### SUPPLIED DATA ###

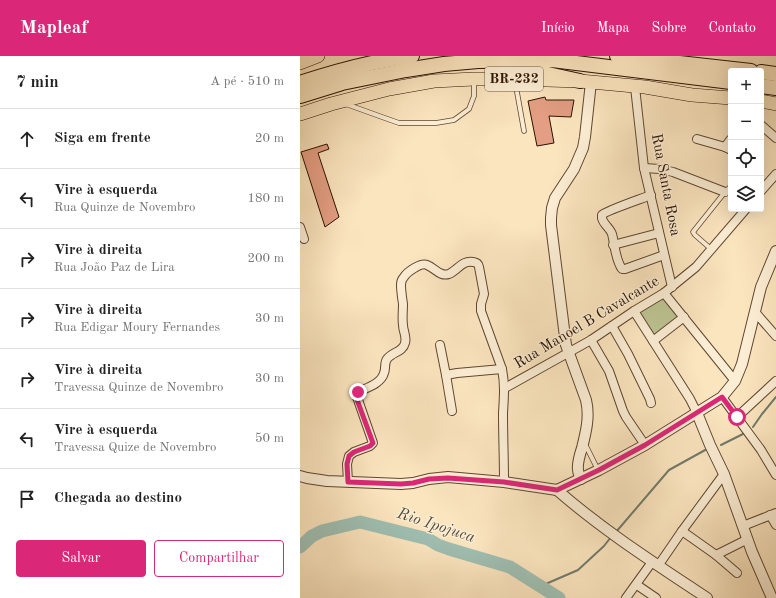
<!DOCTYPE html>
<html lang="pt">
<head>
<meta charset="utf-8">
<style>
	body { margin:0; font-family:"Old Standard TT",serif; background:#f6f6f6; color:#222 }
	.controls { position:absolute; right:12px; top:12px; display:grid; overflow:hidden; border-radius:4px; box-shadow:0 4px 16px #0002 }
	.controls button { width:36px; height:36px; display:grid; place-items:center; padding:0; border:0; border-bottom:1px solid #e0e0e0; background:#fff; color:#222; font:20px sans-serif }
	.stop { position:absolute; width:12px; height:12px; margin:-9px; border:3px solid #db2777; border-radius:50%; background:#fff }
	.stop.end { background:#db2777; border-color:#fff; box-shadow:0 1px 4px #0008 }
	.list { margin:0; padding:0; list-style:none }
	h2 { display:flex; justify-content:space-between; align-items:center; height:52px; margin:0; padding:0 16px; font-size:17px }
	h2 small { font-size:13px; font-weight:400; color:#767676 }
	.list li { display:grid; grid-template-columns:26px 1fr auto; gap:12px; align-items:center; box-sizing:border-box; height:60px; padding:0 16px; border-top:1px solid #e0e0e0 }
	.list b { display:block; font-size:15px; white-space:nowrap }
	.list p { margin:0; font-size:13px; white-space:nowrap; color:#767676 }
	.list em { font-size:13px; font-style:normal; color:#767676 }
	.actions { display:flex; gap:8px; padding:12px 16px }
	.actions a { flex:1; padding:9px 0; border:1px solid #db2777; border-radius:4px; text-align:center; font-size:14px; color:#db2777 }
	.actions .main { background:#db2777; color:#fff }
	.icon { flex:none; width:22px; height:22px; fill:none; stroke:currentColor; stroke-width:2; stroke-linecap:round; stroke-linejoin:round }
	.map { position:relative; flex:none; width:476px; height:542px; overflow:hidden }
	header { display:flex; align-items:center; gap:24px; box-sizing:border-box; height:56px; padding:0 20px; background:#db2777; color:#fff }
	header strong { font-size:19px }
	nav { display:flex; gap:22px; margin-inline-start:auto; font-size:14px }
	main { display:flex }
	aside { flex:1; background:#fff }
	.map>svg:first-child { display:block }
</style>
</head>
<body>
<header>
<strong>Mapleaf</strong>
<nav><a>Início</a><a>Mapa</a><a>Sobre</a><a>Contato</a></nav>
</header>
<main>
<aside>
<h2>7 min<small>A pé · 510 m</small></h2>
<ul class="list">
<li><svg class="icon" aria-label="ahead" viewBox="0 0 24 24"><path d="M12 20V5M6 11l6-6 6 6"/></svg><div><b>Siga em frente</b></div><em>20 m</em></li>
<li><svg class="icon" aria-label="left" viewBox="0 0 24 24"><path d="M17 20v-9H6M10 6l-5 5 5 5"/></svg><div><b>Vire à esquerda</b><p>Rua Quinze de Novembro</p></div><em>180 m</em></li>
<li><svg class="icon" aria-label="right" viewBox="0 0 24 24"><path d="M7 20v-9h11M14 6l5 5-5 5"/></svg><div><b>Vire à direita</b><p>Rua João Paz de Lira</p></div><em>200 m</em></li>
<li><svg class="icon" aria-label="right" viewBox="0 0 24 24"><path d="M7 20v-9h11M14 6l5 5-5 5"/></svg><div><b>Vire à direita</b><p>Rua Edigar Moury Fernandes</p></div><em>30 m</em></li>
<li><svg class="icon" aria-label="right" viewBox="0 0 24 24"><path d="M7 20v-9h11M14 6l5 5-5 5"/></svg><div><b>Vire à direita</b><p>Travessa Quinze de Novembro</p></div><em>30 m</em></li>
<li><svg class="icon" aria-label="left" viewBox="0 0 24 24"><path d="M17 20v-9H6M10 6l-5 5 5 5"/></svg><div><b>Vire à esquerda</b><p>Travessa Quize de Novembro</p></div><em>50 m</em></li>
<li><svg class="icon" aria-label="arrive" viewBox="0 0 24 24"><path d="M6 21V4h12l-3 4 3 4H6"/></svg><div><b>Chegada ao destino</b></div></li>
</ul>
<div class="actions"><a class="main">Salvar</a><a>Compartilhar</a></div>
</aside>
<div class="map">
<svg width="476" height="542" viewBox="0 0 476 542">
	<rect width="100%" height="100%" fill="#fbe5bf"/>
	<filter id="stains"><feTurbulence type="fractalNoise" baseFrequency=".005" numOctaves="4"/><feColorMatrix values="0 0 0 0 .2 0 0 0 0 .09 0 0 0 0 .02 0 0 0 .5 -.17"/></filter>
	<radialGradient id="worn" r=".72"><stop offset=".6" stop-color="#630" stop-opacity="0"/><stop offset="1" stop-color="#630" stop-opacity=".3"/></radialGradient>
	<!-- green -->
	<path fill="#bdc593" stroke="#746c4a" d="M 364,239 L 381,260 L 353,282 L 336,256 Z"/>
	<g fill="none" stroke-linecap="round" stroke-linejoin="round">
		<!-- stream -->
		<g stroke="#717a6b" stroke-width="2">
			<path d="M 453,371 L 462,358 L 476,341"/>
			<path d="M 421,389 L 443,378"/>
			<path d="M 316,476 L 369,414 L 407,393"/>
			<path d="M 241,530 L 278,514 L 304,490 L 311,481"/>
		</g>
		<!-- river -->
		<path stroke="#9fbfb2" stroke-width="13" d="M 0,491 L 12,480 L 22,475 L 60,466 L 128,483 L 138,489 L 149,493 L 210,511 L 259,542"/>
	</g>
	<!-- building -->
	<g fill="#e49e83" stroke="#2b1200">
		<path d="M 245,41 L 246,44 L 274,44 L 271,61 L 249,60 L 254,87 L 237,90 L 228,45 Z"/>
		<path d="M 27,88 L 29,93 L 18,97 L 39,161 L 25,171 L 1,96 Z"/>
	</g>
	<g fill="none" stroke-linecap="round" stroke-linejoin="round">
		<defs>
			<g id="service">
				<path d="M 215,25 L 224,75"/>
				<path d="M 46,48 L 82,61 L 99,67 L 136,67 L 154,64 L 169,53 L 174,40 L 174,25"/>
				<path d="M 411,193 L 395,179 L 393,176 L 425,136 L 431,130"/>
				<path d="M 285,388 L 298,414"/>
			</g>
			<g id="minor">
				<path d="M 335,31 L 344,112 L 372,231"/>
				<path d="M 461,69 L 476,82"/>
				<path d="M 397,83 L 425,91 L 431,94"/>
				<path d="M 425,91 L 431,83"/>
				<path d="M 344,112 L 360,113 L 373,116 L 425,136"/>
				<path d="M 461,135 L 476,118"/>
				<path d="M 351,139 C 344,142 305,155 302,159 C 302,160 302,161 302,162 C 303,168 310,172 312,178 C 315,189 315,203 322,213 L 325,213 L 364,199"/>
				<path d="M 0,171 L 4,183"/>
				<path d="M 313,189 L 359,177"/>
				<path d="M 364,237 L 435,325"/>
				<path d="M 334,255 L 390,343 L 397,357"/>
				<path d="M 455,256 L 476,280"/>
				<path d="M 312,270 L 328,298 L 350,343 L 351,347"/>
				<path d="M 291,284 L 309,315 L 323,355 L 326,361 L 345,389"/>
				<path d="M 353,285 L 384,261"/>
				<path d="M 140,289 L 146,319 L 152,355"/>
				<path d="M 146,319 L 157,317 L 202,313"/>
				<path d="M 205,332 L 291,284 L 334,255 L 364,237 L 396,211 L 446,153"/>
				<path d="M 422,341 L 461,394 L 476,419"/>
				<path d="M 437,361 L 476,325"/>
				<path d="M 48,426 L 47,408 L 49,400 L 54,396 L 70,390 L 73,387 L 56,338 L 58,336 C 66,332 81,328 84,317 C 86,313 84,307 87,303 C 92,296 103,296 105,287 C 107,281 103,275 103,269 C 102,262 103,255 103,248 C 102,241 101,235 101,229 C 101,226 102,223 104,221 C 107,216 121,206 127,209 C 135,212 140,221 149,218 C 158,214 162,204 173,206 C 177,207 178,207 179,211 L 184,238 L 181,248 L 181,255 L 202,313 C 205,328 204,341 203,357 C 203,380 204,403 204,426"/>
				<path d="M 470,459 L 476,469"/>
				<path d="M 443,470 L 476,457"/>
				<path d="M 382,475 L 416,499 L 437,517"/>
				<path d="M 416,499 L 448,483"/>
				<path d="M 358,510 L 382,475 L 424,418"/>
				<path d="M 337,529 L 356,542"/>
				<path d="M 326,542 L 352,506"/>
			</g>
			<g id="tertiary">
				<path d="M 397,357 L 410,389 L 424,418 L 452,496 L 472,542"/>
				<path d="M 0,420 L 7,422 L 27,425 L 101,428 L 113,427 L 129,423 L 148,421 L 204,426 L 257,434"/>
				<path d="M 281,423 C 280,420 278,417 278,414 C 277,407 280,398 282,392 C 286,376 290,360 286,344 L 266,289 L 251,169 L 251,162 L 252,152 L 255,142 L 274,113 L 283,92 L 285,81 L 291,26"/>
				<path d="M 257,434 L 299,414 L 345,389 L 422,341 L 435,325 L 442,308 L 461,231 L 476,195"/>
				<path d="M 257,434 C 304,475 356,508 407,542"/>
			</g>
			<g id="primary">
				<path d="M 0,7 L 18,0"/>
				<path d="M 461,45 L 476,48"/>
				<path d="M 0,58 L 31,48 L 89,33 L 134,25 L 174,23 L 214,23 L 280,25 L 345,31 L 392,39 L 431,42"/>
			</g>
			<g id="trunk">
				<path d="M 317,0 L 451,15"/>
				<path d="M 216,10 L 223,11 L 248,18 L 280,25"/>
				<path d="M 461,16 L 476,18"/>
				<path d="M 0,27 C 36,15 74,5 112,0"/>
				<path d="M 461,30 L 476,32"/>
				<path d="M 0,40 L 42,27 L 106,14 L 144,8 L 178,5 L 252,4 L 431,26"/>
			</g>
		</defs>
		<!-- service casing -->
		<use href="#service" stroke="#5f4730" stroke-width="5.5"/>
		<!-- minor casing -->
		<use href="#minor" stroke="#5f4730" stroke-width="10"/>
		<!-- tertiary casing -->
		<use href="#tertiary" stroke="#5f4730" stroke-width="12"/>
		<!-- primary casing -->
		<use href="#primary" stroke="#2b1200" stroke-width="14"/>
		<!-- trunk casing -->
		<use href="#trunk" stroke="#2b1200" stroke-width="16"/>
		<!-- service -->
		<use href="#service" stroke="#fceed5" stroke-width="4"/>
		<!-- minor -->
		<use href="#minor" stroke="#fceed5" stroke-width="8"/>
		<!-- tertiary -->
		<use href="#tertiary" stroke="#fceed5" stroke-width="10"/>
		<!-- primary -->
		<use href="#primary" stroke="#fbe5bf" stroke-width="13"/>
		<!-- trunk -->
		<use href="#trunk" stroke="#fbe5bf" stroke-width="14"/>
	</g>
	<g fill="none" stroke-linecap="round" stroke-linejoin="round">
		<!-- route -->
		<path stroke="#db2777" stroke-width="5" d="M 58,336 L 56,338 L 56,341 L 73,387 L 70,390 L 54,396 L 49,400 L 47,408 L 48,426 L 101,428 L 113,427 L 129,423 L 148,422 L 204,426 L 257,434 L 299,414 L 345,389 L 422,341 L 437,361"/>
	</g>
	<g text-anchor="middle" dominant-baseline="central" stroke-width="3" stroke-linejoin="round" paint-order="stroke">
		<!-- shield labels -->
		<rect fill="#fceed5" stroke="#6a5440" stroke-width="1" x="185" y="11" width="58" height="24" rx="3"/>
		<g font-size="14" font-weight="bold" fill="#2b1200">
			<text x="214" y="23">BR-232</text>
		</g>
		<!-- street labels -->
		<g font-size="15" fill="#2b1200" stroke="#fceed5">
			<text transform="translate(365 129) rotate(79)">Rua Santa Rosa</text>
			<text transform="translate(287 267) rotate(-31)">Rua Manoel B Cavalcante</text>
		</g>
		<!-- water labels -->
		<g font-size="16" font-style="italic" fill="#544f3e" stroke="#fceed5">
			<text transform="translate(136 470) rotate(18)">Rio Ipojuca</text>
		</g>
	</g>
	<rect width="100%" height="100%" filter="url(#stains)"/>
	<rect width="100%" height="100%" fill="url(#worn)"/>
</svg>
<div class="controls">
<button>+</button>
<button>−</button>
<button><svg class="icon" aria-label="locate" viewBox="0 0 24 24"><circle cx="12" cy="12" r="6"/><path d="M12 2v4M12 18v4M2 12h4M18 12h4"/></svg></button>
<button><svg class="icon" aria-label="layers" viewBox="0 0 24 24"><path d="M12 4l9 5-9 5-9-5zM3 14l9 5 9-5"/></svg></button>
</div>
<div class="stop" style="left:437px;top:361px"></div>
<div class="stop end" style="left:58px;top:336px"></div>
</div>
</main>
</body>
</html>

###

__TASK DETAILS__:
Exactly and only the lines from the top of the records down to the line containing "position:absolute; right:12px; top:12px;" should be transcribed, please, without the pictures.

__SOLUTION TO THE EXERCISE__:
<!DOCTYPE html>
<html lang="pt">
<head>
<meta charset="utf-8">
<style>
	body { margin:0; font-family:"Old Standard TT",serif; background:#f6f6f6; color:#222 }
	.controls { position:absolute; right:12px; top:12px; display:grid; overflow:hidden; border-radius:4px; box-shadow:0 4px 16px #0002 }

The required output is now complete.